The tool computer science is used in artificial intelligence
The tool artificial intelligence is used in computer science


####Calling by its name

Task: you want to create a template email with a standard message changing the different tools and corresponding field name.

First, you want to try doing this with just one example as a proof of concept. You use positional formatting and named placeholders to call the variables in a dictionary.

In [0]:
courses = ['artificial intelligence', 'neural networks']

- The variable courses containing one tool and one field name has been saved. 

In [0]:
# Create a dictionary
plan = {
  		"field": courses[0],
        "tool": courses[1]
        }

In [0]:
plan

{'field': 'artificial intelligence', 'tool': 'neural networks'}

In [0]:
plan['field']

'artificial intelligence'

In [0]:
{plan['tool']}

{'neural networks'}

In [0]:
# Define string with placeholders
my_message = "If you are interested in {plan[field]}, you can take the course related to {plan[tool]}"

In [0]:
# Use dictionary to replace placehoders
print(my_message.format(plan=plan))

If you are interested in artificial intelligence, you can take the course related to neural networks


For accessing elements in a dictionary when using the `str.format()` method, you need to use `dict[index]` without using quotes for index. The method converts it automatically to the string `"index"` when it is looked up in the `dict`.

In [0]:
# Import datetime 
from datetime import datetime

In [0]:
# Assign date to get_date
get_date = datetime.now()
get_date

datetime.datetime(2019, 9, 27, 4, 16, 44, 193679)

In [0]:
# Add named placeholders with format specifiers
message = "Good morning. Today is {today:%B %d, %Y}. It's {today:%H:%M} ... time to work!"

# Format date
print(message.format(today=get_date))

Good morning. Today is September 27, 2019. It's 04:16 ... time to work!

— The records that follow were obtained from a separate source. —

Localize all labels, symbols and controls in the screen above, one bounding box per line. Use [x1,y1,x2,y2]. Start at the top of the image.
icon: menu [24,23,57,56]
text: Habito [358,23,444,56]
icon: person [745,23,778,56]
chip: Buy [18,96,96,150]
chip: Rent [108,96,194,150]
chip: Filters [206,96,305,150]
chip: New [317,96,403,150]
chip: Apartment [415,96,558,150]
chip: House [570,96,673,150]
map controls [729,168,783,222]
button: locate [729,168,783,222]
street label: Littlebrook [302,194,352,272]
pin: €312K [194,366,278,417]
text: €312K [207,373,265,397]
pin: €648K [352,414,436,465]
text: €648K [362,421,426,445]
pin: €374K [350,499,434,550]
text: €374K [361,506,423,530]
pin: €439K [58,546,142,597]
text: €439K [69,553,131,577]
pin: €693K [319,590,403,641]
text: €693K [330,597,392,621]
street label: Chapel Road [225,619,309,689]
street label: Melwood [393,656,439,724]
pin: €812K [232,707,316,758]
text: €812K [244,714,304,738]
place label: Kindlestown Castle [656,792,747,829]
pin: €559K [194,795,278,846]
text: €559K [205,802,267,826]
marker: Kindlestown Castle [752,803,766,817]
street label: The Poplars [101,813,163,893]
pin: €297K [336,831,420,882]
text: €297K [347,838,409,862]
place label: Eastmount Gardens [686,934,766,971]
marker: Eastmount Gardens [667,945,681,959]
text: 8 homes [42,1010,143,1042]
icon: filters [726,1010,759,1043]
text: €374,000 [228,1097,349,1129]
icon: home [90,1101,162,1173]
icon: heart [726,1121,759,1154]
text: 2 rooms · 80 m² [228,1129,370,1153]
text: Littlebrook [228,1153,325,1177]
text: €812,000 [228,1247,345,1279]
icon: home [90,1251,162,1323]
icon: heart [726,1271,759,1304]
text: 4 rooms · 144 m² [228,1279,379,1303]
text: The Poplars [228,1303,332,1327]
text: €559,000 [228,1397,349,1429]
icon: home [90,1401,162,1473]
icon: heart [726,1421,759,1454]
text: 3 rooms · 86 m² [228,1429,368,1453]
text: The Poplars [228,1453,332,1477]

###Formatted string literal


In [0]:
field1 = 'sexiest job'

In [0]:
field2 = 'data is produced daily'

In [0]:
field3 = 'Individuals'

In [0]:
fact1 = 21

In [0]:
fact2 = 2500000000000000000

In [0]:
fact3 = 72.41415415151

In [0]:
fact4 = 1.09

In [0]:
# Complete the f-string
print(f"Data science is considered {field1!r} in the {fact1:d}st century")

Data science is considered 'sexiest job' in the 21st century


In [0]:
# Complete the f-string
print(f"About {fact2:e} of {field2} in the world")

About 2.500000e+18 of data is produced daily in the world


In [0]:
# Complete the f-string
print(f"{field3} create around {fact3:.2f}% of the data but only {fact4:.1f}% is analyzed")

Individuals create around 72.41% of the data but only 1.1% is analyzed


In [0]:
number1 = 120

In [0]:
number2 = 7

In [0]:
string1 = 'httpswww.datacamp.com'

In [0]:
list_links = ['www.news.com',
 'www.google.com',
 'www.yahoo.com',
 'www.bbc.com',
 'www.msn.com',
 'www.facebook.com',
 'www.news.google.com']

In [0]:
# Include both variables and the result of dividing them 
print(f"{number1} tweets were downloaded in {number2} minutes indicating a speed of {number1/number2:.1f} tweets per min")

120 tweets were downloaded in 7 minutes indicating a speed of 17.1 tweets per min


In [0]:
# Replace the substring http by an empty string
print(f"{string1.replace('https', '')}")

www.datacamp.com


In [0]:
# Divide the length of list by 120 rounded to two decimals
print(f"Only {(len(list_links)*100/120):.2f}% of the posts contain links")

In [0]:
import datetime

In [0]:
east = {'date': datetime.datetime(2007, 4, 20, 0, 0), 'price': 1232443}

In [0]:
west = {'date': datetime.datetime(2006, 5, 26, 0, 0), 'price': 1432673}

In [0]:
# Access values of date and price in east dictionary
print(f"The price for a house in the east neighborhood was\n ${east['price']} in {east['date']:%m-%d-%Y}")

The price for a house in the east neighborhood was
 $1232443 in 04-20-2007


In [0]:
# Access values of date and price in west dictionary
print(f"The price for a house in the west neighborhood was\n ${west['price']} in {west['date']:%m-%d-%Y}.")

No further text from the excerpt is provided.